No dia 12 de dezembro de 2015, 195 países e a UE se comprometeram, na Conferência das Nações Unidas sobre as Mudanças Climáticas (COP21), em Paris, a deter o aumento da temperatura do planeta abaixo dos 2ºC, quando comparado à temperatura média pré-industrial, e a ajudar economicamente os países mais vulneráveis ao aquecimento global. Para a entrada em vigor do acordo, que substituirá a partir de 2020 o atual Protocolo de Kyoto, 55 países que representam 55% das emissões de gases de efeito estufa (GEE) precisavam ratificá-lo, o que foi alcançado em 4 de novembro de 2016. Até junho de 2017, 195 membros da Convenção assinaram o acordo, e 147 destes, entre eles o Brasil, o ratificaram.
QUAL A IMPORTÂNCIA DO ACORDO?
O aquecimento global é cada vez mais evidente.
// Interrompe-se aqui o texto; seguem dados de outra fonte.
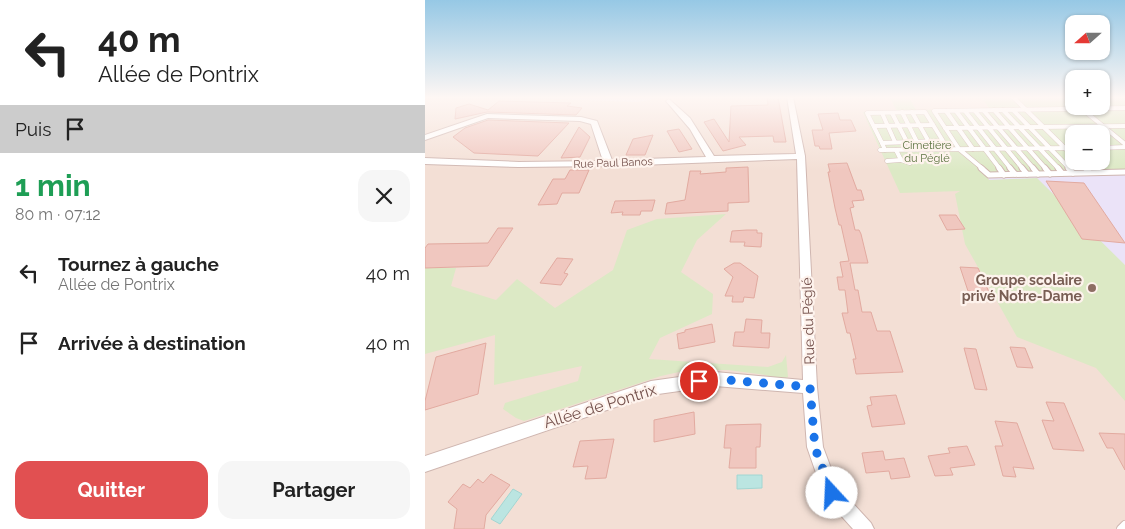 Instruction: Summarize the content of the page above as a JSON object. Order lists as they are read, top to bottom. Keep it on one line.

Os primeiros seis meses de 2016 foram os mais quentes da história das medições, que começaram em 1880, apresentando temperatura média 1,3ºC acima da média do fim do século XIX. Além disso, recentemente a atmosfera atingiu a marca de concentração de 400 ppm de CO2 (gás de efeito estufa, diretamente relacionado ao aquecimento do planeta) pela primeira vez em 4 milhões de anos. Mudanças climáticas relacionadas a este aumento de temperatura também estiveram bastante presentes em 2016: com o El Niño (“fenômeno atmosférico-oceânico caracterizado por um aquecimento anormal das águas superficiais no Oceano Pacífico Tropical, e que pode afetar o clima regional e global, mudando os padrões de vento a nível mundial, e afetando, assim, os regimes de chuva em regiões tropicais e de latitudes médias”, de acordo com o CPTEC) intenso no período 2015-2016, a região Sul do Brasil viu um regime de chuvas muito acima da média histórica, com vários eventos extremos, enquanto que a região Nordeste passou por uma seca histórica no primeiro semestre de 2016.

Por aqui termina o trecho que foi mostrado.